The stable configuration of CO2 adsorption on CuInSnS4 determines its excellent CO2 photoreduction activity and selectivity. Therefore, DFT calculations were further carried out to study the conversion pathway of CO2 on the CuInSnS4 photocatalyst surface, as shown in Fig. 6. In Fig. 6a, the adsorption configuration of CuInSnS4 is shown for each intermediate step, from CO2 adsorption to CH4 generation. The C atoms of various intermediates, such as CO2*, COOH*, CHO*, CH2O*, and CH3*, remain in a stable bond to the electron-deficient S atoms of the CuInSnS4 nano-single crystal (1 1 1) plane. With the addition of protons and electrons, the removal of the H2O molecule results in the breaking of the chemical bond between O atoms of intermediates and In atoms on CuInSnS4. Moreover, unlike most metal sulfide photocatalysts, the hydrogenation of CO2 adsorbed on the CuInSnS4 surface to COOH* is an easy step, requiring only a potential energy barrier of 0.075 eV33, as shown in Fig. 6b. This is attributed to the fact that the electrons are localized on the O2 atom of CO2 molecules in the S-C-O-In adsorption configuration of CO2 on the CuInSnS4 surface to facilitate the addition of protons, thus lowering the formation energy of COOH* intermediates.
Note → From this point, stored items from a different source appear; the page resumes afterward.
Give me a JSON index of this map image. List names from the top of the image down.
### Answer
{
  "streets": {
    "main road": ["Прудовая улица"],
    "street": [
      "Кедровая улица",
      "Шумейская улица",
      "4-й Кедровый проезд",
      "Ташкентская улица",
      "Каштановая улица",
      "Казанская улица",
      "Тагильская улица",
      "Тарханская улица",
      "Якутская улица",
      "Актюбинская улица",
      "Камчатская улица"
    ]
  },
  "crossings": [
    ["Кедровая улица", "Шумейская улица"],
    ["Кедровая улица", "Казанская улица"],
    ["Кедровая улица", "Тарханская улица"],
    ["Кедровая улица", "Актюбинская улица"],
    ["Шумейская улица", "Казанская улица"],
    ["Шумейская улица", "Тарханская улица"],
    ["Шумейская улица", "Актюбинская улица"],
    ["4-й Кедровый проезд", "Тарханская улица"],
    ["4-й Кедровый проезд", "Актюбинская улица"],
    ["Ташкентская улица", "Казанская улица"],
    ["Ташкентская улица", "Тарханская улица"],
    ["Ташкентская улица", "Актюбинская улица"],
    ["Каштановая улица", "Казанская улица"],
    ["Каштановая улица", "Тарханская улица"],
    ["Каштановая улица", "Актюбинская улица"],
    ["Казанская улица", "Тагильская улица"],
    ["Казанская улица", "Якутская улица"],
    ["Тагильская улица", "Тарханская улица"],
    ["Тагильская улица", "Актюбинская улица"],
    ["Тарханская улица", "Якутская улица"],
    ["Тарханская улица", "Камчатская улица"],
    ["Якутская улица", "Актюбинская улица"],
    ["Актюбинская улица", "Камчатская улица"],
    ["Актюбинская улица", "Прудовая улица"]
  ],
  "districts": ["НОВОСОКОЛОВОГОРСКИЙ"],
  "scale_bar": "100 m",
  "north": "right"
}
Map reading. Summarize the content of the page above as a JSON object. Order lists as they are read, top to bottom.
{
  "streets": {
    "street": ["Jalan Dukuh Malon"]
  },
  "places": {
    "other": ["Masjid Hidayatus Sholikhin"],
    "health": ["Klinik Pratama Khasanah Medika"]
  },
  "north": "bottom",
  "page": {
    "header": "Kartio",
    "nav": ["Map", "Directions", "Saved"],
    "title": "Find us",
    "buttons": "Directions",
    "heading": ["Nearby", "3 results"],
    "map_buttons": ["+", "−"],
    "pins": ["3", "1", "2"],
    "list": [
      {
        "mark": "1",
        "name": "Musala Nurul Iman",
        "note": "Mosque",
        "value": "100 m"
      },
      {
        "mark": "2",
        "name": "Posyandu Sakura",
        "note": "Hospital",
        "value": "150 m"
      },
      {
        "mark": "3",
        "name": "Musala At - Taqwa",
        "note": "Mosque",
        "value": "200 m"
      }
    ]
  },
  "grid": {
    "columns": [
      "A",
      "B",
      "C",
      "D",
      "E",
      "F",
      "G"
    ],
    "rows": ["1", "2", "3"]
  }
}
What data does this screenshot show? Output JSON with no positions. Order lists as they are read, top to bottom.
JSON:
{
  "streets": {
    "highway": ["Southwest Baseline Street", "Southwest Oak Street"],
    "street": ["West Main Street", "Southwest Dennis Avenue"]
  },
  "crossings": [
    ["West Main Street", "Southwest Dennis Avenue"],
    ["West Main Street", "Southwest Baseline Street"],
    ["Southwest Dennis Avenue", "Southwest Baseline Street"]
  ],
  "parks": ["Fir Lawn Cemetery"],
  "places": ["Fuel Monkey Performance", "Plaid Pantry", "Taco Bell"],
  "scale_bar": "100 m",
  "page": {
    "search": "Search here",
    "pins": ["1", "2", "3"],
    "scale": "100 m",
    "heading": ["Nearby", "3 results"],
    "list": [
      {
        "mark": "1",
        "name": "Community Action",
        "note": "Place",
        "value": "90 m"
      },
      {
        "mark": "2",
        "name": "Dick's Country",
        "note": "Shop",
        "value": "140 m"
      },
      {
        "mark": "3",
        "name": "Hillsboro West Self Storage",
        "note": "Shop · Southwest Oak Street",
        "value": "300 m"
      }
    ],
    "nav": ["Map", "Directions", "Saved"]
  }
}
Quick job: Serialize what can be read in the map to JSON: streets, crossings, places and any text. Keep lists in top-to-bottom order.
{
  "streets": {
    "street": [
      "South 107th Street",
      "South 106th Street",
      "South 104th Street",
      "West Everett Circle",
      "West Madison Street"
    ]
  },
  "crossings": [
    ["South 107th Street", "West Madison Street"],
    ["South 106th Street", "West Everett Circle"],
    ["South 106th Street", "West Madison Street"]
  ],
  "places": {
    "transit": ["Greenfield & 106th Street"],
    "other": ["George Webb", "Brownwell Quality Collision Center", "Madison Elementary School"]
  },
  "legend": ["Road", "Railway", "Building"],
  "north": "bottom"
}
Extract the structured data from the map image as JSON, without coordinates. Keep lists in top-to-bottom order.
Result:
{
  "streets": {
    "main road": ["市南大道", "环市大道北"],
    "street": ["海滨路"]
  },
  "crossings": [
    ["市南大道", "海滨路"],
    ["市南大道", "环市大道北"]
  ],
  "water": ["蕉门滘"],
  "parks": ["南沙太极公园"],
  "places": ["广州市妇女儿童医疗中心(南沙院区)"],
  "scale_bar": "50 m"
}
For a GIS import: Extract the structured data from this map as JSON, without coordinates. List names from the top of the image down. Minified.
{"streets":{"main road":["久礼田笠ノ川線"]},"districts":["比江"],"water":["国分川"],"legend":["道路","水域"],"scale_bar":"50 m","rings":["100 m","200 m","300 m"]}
However, converting COOH* to CO is an endothermic reaction that must overcome an energy barrier of 0.46 eV. On the other hand, the continuous hydrogenation of COOH* intermediates to produce HCOOH* is an exothermic reaction, promoting the hydrogenation of CO2. The formation of H2CO* intermediates is the rate-limiting step for further hydrogenation processes, but the hydrogenation of H2CO* to H3CO* and finally to CH4 is thermodynamically spontaneous. Therefore, CuInSnS4 can achieve high selectivity for CH4 products. Additionally, the adsorption energies of each intermediate product can explain the high CH4 selectivity. Supplementary Fig. 36 shows that the adsorption energies of CH4, CH3OH, and HCOOH on the CuInSnS4 surface are −0.17, −0.61, and −0.67 eV, respectively, with CH4 having the highest adsorption energy. This indicates that CH4 products are most easily desorbed from the CuInSnS4 surface, which is one of the reasons why the CuInSnS4 photocatalyst has high selectivity for the photoreduction of CO2 into CH4.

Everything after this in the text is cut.